→ **Stored dataset items**:
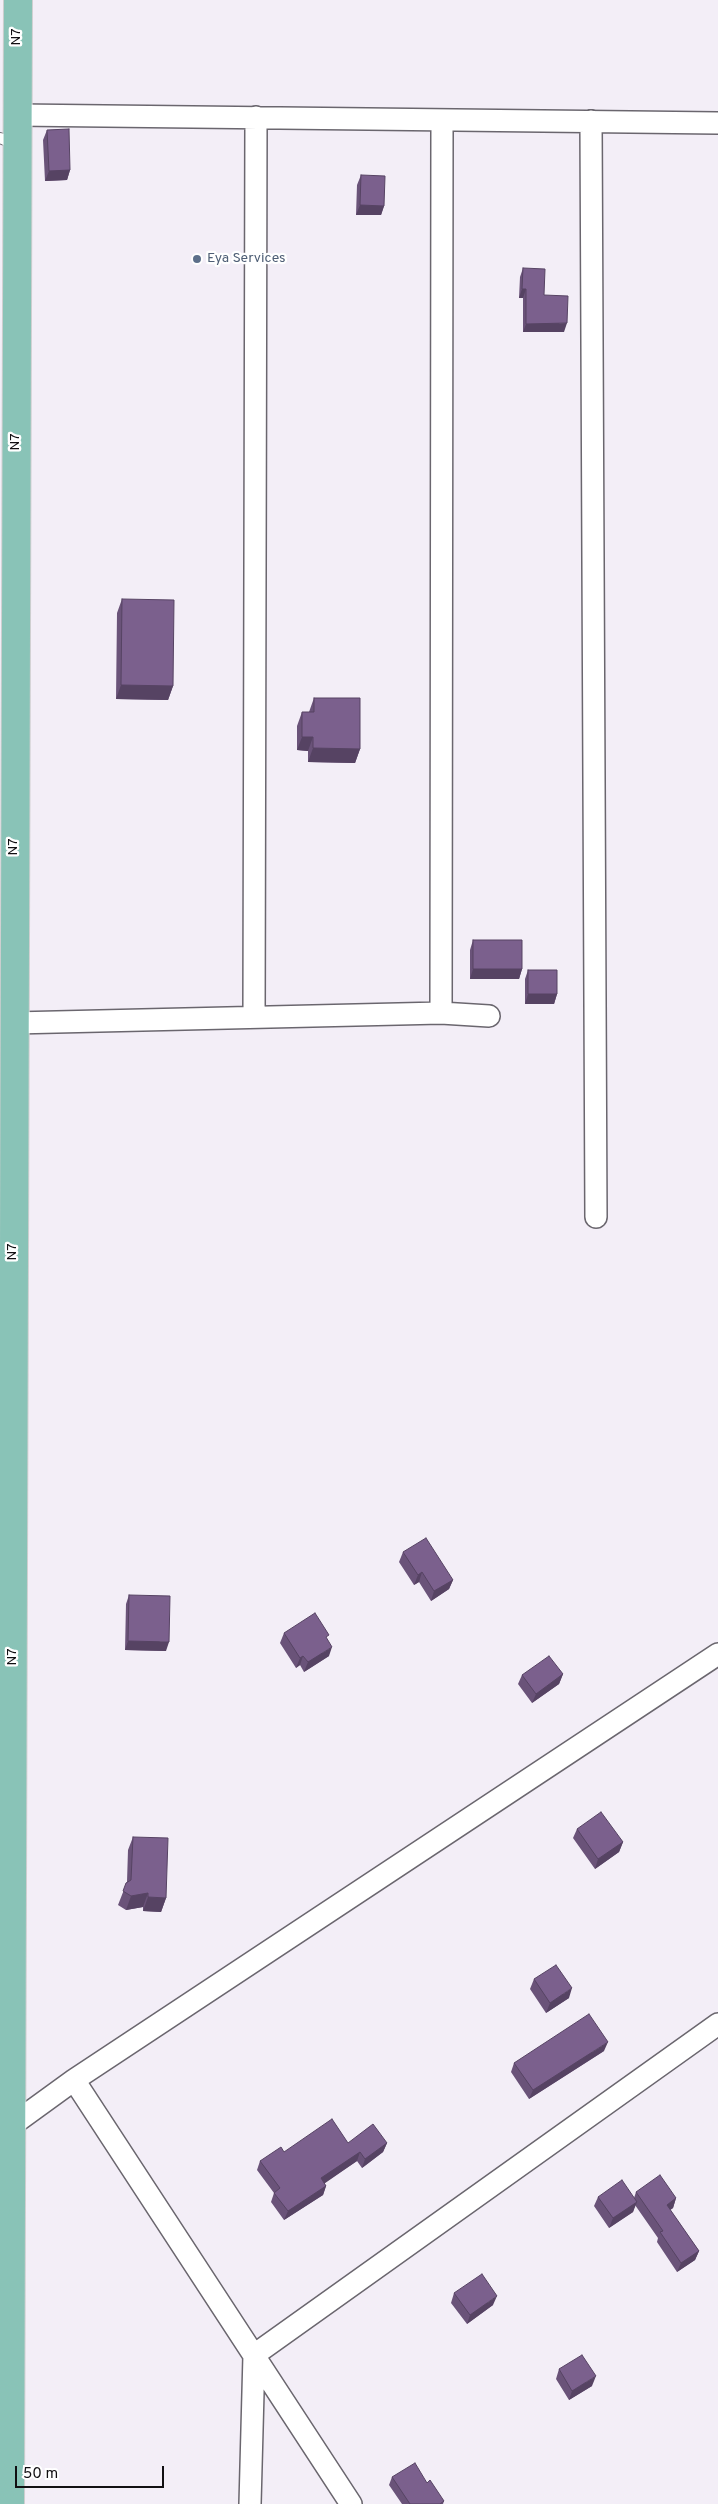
<!DOCTYPE html>
<style>
body{margin:0}
#map{position:relative;width:718px;height:2504px;overflow:hidden;background:#f3eef7;font-family:Overpass,sans-serif}
canvas{display:block}
.scale{position:absolute;left:15px;top:2466px;width:149px;height:22px;box-sizing:border-box;border:2px solid #110f12;border-top:0;padding-left:6px;font-size:15px;line-height:18px;white-space:nowrap;color:#110f12;-webkit-text-stroke:4px #fff;paint-order:stroke}
</style>
<div id="map">
<canvas width="718" height="2504"></canvas>
<div class="scale">50 m</div>
</div>
<script>
const c = document.querySelector('canvas').getContext('2d');
c.lineJoin = 'round';
const shape = rows => new Path2D(rows.map(r => 'M' + r).join(''));
function strokePath(path, color, width, dash) { c.strokeStyle = color; c.lineWidth = width; c.lineCap = dash ? 'butt' : 'round'; c.setLineDash(dash || []); c.stroke(path); }
function fillPath(path, color) { c.fillStyle = color; c.fill(path, 'evenodd'); }
function write(font, color, halo, rows, align = 'center') {
  c.font = font + ' Overpass,sans-serif'; c.lineWidth = 4.5; c.setLineDash([]); c.textBaseline = 'middle'; c.strokeStyle = halo; c.fillStyle = color; for (const [text, x, y, turn = 0] of rows) {
    c.save(); c.translate(x, y); c.rotate((+turn || 0) * Math.PI / 180); c.textAlign = isNaN(turn) ? turn : align; if (halo) c.strokeText(text, 0, 0); c.fillText(text, 0, 0); c.restore();
  }
}
const lane = shape([
 [0,138,15,144]
]);
const street = shape([
 [17,115,718,123],
 [591,121,596,1217],
 [441,1013,442,120],
 [254,1017,256,117],
 [14,1023,441,1013,489,1016],
 [74,2080,351,2504],
 [12,2125,74,2080,718,1654],
 [250,2504,254,2355,718,2024]
]);
const primary = shape([
 [10,2504,18,0]
]);
const wall = shape([
 [47,130,70,170,67,180,45,181,43,140],
 [361,175,384,206,381,215,356,215,357,185],
 [523,268,544,295,564,332,523,332,523,298,519,298,520,277],
 [122,599,173,686,168,700,116,699,117,613],
 [314,698,360,749,355,763,308,762,308,751,297,750,297,726,302,712,309,712],
 [473,940,522,969,519,979,470,979,470,950],
 [528,970,557,994,554,1004,525,1004,525,979],
 [403,1552,453,1580,449,1589,431,1601,419,1582,414,1585,399,1562],
 [129,1595,166,1651,125,1650,126,1604],
 [284,1633,329,1656,304,1672,300,1665,296,1668,280,1643],
 [563,1674,559,1684,532,1703,518,1684,522,1675],
 [577,1829,623,1842,619,1852,595,1869,573,1838],
 [133,1837,166,1898,161,1912,143,1911,143,1907,126,1910,118,1905,127,1882,128,1850],
 [534,1979,569,1998,546,2013,530,1989],
 [604,2051,529,2099,511,2072,514,2063],
 [348,2143,387,2143,383,2152,362,2168,357,2161,324,2183,326,2186,323,2195,284,2220,271,2202,274,2193,257,2170,260,2161,284,2152],
 [636,2192,676,2198,673,2208,670,2210,699,2251,695,2260,677,2272,657,2242,658,2238,635,2205,633,2212,609,2228,594,2206,598,2197,634,2198],
 [454,2293,493,2305,467,2324,451,2303],
 [559,2369,592,2386,569,2400,556,2379],
 [392,2477,427,2483,444,2501,443,2504,402,2504,389,2485]
]);
const shadedWall = shape([
 [70,170,67,180,45,181,49,171],
 [360,205,384,206,381,215,356,215],
 [522,289,526,289,523,298,519,298],
 [567,323,564,332,523,332,526,324],
 [121,685,173,686,168,700,116,699],
 [302,737,313,737,308,751,297,750],
 [313,748,360,749,355,763,308,762],
 [473,969,522,969,519,979,470,979],
 [528,994,557,994,554,1004,525,1004],
 [422,1572,419,1582,414,1585,418,1575],
 [453,1580,449,1589,431,1601,434,1591],
 [128,1641,169,1642,166,1651,125,1650],
 [332,1647,329,1656,304,1672,308,1662],
 [303,1656,300,1665,296,1668,300,1658],
 [563,1674,559,1684,532,1703,536,1694],
 [623,1842,619,1852,595,1869,598,1859],
 [148,1893,143,1907,126,1910,131,1896],
 [148,1897,166,1898,161,1912,143,1911],
 [572,1988,569,1998,546,2013,550,2003],
 [608,2042,604,2051,529,2099,533,2090],
 [387,2143,383,2152,362,2168,365,2159],
 [360,2152,357,2161,318,2188,321,2178],
 [326,2186,323,2195,284,2220,288,2211],
 [676,2198,673,2208,664,2214,667,2205],
 [637,2202,633,2212,609,2228,613,2218],
 [699,2251,695,2260,677,2272,681,2263],
 [497,2296,493,2305,467,2324,470,2315],
 [596,2376,592,2386,569,2400,572,2391]
]);
const building = shape([
 [69,129,70,170,49,171,47,130,69,129],
 [361,175,385,176,384,206,360,205,361,175],
 [523,268,545,269,544,295,568,296,567,323,526,324,526,289,522,289,523,268],
 [122,599,174,600,173,686,121,685,122,599],
 [314,698,360,698,360,749,313,748,313,737,302,737,302,712,314,712,314,698],
 [473,940,522,940,522,969,473,969,473,940],
 [528,970,557,970,557,994,528,994,528,970],
 [426,1538,453,1580,434,1591,422,1572,418,1575,403,1552,426,1538],
 [129,1595,170,1596,169,1642,128,1641,129,1595],
 [315,1613,329,1635,326,1637,332,1647,308,1662,303,1656,300,1658,284,1633,315,1613],
 [549,1656,563,1674,536,1694,522,1675,549,1656],
 [601,1812,623,1842,598,1859,577,1829,601,1812],
 [133,1837,168,1838,166,1898,148,1897,148,1893,131,1896,123,1891,126,1883,131,1880,133,1837],
 [556,1965,572,1988,550,2003,534,1979,556,1965],
 [589,2014,608,2042,533,2090,514,2063,589,2014],
 [332,2119,348,2143,373,2124,387,2143,365,2159,360,2152,321,2178,326,2186,288,2211,274,2193,280,2188,260,2161,281,2147,284,2152,332,2119],
 [660,2175,676,2198,667,2205,699,2251,681,2263,660,2232,663,2231,636,2192,660,2175],
 [622,2180,637,2202,613,2218,598,2197,622,2180],
 [482,2274,497,2296,470,2315,454,2293,482,2274],
 [582,2355,596,2376,572,2391,559,2369,582,2355],
 [415,2463,427,2483,430,2480,444,2501,440,2504,410,2504,392,2477,415,2463]
]);
const markers = [
 [197,259,5,"#5c6f8a"]
];
const streetNames = [
 ["N7",17,37,-90],
 ["N7",16,442,-90],
 ["N7",14,847,-90],
 ["N7",13,1252,-90],
 ["N7",13,1657,-90]
];
const serviceNames = [
 ["Eya Services",207,259]
];
strokePath(lane, '#6a666e', 12);
strokePath(street, '#6a666e', 24);
strokePath(primary, '#cfcfd0', 30);
strokePath(lane, '#fff', 10);
strokePath(street, '#fff', 21);
strokePath(primary, '#89c3b7', 28);
fillPath(wall, '#6a5379');
fillPath(shadedWall, '#564363');
fillPath(building, '#7b608d');
strokePath(building, '#564363', 1);
for (const [x, y, r, color] of markers) { const dot = new Path2D(); dot.arc(x, y, r, 0, 2 * Math.PI); c.fillStyle = color; c.fill(dot); strokePath(dot, '#fff', 2); }
write('14px', '#110f12', '#fff', streetNames);
write('14px', '#4e5e75', '#fff', serviceNames, 'left');
</script>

→ **What you need to do**:
The answer is the line holding "strokePath(street, '#6a666e', 24);" and all the lines after it through the end of the records, repeated exactly.

→ **Solved exercise**:
strokePath(street, '#6a666e', 24);
strokePath(primary, '#cfcfd0', 30);
strokePath(lane, '#fff', 10);
strokePath(street, '#fff', 21);
strokePath(primary, '#89c3b7', 28);
fillPath(wall, '#6a5379');
fillPath(shadedWall, '#564363');
fillPath(building, '#7b608d');
strokePath(building, '#564363', 1);
for (const [x, y, r, color] of markers) { const dot = new Path2D(); dot.arc(x, y, r, 0, 2 * Math.PI); c.fillStyle = color; c.fill(dot); strokePath(dot, '#fff', 2); }
write('14px', '#110f12', '#fff', streetNames);
write('14px', '#4e5e75', '#fff', serviceNames, 'left');
</script>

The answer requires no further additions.